*** Opening of Data for review ***

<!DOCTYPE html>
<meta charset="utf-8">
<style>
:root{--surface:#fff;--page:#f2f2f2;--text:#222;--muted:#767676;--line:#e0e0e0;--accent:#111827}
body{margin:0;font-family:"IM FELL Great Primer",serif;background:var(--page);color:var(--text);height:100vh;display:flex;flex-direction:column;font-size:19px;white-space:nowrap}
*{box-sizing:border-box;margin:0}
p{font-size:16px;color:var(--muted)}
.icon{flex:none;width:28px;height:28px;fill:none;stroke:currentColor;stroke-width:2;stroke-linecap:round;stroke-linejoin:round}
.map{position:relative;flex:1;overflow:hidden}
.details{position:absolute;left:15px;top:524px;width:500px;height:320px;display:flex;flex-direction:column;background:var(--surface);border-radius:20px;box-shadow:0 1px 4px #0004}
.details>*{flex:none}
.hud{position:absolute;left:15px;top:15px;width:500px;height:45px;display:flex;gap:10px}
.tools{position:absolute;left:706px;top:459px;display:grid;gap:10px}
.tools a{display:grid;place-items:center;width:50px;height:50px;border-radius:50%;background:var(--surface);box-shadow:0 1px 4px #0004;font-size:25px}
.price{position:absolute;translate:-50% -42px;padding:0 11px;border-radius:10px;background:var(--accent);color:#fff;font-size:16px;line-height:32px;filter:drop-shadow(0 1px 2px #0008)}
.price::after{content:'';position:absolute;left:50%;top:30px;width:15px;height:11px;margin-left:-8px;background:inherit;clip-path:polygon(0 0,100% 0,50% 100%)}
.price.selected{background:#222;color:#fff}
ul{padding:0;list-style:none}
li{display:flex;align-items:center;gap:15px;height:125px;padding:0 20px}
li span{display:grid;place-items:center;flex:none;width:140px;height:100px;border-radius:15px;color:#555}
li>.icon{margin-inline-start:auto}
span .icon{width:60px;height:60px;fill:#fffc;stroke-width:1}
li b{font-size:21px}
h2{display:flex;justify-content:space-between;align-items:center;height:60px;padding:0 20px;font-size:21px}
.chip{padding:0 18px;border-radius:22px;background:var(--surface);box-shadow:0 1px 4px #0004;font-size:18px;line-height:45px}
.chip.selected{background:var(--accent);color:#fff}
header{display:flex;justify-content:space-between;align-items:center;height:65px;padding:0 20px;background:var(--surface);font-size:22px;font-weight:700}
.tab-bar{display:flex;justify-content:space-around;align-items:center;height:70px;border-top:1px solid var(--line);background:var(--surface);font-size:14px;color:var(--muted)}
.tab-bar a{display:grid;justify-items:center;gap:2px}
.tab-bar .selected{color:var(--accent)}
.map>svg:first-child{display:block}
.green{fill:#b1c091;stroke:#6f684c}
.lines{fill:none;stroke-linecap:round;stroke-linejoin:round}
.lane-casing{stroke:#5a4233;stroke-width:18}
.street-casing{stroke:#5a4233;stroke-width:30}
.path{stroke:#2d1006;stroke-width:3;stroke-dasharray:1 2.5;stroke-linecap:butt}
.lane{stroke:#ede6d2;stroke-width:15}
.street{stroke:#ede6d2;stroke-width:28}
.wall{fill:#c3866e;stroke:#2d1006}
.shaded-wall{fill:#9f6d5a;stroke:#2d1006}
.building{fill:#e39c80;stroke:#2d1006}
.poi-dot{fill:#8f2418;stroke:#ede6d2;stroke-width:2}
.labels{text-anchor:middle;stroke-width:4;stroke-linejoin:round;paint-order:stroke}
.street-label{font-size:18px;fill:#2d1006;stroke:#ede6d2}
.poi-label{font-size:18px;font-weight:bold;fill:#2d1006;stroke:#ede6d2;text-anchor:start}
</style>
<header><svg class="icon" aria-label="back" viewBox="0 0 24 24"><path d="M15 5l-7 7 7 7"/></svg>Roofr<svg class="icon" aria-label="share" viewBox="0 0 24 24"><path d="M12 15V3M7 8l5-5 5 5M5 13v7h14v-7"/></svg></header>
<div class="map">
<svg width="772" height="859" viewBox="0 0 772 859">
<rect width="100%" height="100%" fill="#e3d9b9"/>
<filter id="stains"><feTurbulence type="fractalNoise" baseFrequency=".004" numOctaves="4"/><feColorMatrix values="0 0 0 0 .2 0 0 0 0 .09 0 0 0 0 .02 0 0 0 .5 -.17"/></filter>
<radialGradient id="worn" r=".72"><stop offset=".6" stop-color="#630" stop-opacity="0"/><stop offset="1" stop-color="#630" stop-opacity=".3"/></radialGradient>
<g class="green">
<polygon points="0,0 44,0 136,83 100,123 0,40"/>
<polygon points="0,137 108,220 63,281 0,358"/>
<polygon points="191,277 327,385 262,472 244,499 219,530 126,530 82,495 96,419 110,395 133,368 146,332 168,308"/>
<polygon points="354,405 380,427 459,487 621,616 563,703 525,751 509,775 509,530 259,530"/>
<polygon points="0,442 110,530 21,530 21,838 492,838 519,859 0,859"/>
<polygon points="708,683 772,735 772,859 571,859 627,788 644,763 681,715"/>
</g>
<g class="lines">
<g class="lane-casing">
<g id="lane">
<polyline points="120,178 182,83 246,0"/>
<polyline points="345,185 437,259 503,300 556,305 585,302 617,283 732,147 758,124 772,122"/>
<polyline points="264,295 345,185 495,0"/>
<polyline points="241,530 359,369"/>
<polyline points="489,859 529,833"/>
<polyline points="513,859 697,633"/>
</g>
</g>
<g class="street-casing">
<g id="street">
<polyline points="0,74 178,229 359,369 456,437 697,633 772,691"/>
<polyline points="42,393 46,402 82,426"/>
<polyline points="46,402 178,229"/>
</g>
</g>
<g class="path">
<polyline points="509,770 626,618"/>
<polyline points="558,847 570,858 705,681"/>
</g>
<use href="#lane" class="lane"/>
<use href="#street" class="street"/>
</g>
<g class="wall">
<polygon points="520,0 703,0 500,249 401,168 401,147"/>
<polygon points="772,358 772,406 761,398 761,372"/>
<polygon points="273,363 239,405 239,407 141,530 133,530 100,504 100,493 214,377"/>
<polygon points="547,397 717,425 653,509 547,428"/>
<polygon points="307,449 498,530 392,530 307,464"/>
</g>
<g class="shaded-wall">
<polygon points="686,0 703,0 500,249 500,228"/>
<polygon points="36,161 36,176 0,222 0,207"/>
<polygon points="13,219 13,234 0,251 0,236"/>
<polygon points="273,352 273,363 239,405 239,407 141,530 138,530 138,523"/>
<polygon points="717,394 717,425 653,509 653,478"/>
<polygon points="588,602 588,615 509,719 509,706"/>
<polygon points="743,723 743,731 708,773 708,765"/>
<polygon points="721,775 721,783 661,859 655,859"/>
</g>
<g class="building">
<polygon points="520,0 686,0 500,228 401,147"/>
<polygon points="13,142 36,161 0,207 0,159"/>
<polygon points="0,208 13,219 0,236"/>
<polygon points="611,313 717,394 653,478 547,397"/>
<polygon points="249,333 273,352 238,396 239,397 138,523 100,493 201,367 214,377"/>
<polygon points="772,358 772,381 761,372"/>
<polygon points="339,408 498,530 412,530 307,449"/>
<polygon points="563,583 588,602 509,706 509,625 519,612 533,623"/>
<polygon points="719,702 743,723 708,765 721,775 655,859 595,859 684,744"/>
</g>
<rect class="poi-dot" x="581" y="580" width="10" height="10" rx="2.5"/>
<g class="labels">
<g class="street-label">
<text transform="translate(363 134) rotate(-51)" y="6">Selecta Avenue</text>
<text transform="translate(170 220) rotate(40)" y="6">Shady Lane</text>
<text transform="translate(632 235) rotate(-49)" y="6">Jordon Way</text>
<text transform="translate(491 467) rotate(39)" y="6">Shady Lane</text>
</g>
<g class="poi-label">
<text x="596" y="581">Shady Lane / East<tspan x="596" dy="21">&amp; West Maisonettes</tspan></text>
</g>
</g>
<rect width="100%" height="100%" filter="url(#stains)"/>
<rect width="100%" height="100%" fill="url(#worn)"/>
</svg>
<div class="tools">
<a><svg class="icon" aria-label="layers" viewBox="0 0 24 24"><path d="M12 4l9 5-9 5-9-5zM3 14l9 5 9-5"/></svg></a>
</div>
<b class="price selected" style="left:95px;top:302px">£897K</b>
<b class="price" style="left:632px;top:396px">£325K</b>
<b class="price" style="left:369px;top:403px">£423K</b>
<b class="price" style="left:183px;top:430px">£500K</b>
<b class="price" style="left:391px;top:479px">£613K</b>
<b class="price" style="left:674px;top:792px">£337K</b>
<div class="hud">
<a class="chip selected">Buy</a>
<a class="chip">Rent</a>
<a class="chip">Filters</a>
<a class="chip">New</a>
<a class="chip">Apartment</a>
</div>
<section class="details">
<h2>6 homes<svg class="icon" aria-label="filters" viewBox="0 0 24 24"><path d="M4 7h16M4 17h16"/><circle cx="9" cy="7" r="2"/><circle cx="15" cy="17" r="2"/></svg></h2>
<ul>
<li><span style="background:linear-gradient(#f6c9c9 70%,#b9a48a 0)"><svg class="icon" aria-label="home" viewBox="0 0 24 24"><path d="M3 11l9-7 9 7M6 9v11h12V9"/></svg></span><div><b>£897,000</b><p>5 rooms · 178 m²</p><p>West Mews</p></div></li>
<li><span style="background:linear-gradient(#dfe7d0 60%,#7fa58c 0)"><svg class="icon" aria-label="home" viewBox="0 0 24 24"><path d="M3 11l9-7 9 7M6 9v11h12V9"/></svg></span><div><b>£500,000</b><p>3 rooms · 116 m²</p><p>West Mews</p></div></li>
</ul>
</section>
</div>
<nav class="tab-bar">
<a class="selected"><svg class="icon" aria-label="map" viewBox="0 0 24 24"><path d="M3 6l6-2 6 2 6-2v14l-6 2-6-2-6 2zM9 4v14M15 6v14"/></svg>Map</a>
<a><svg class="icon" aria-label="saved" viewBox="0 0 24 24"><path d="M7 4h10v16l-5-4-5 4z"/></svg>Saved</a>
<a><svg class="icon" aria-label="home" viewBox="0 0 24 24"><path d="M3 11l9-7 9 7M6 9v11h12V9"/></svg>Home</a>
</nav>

*** Close of Data for review ***

Your task: What is the number of lines in the entries above that contain the string "absolute"? Reply with the number and nothing more.

Result of the exercise: 5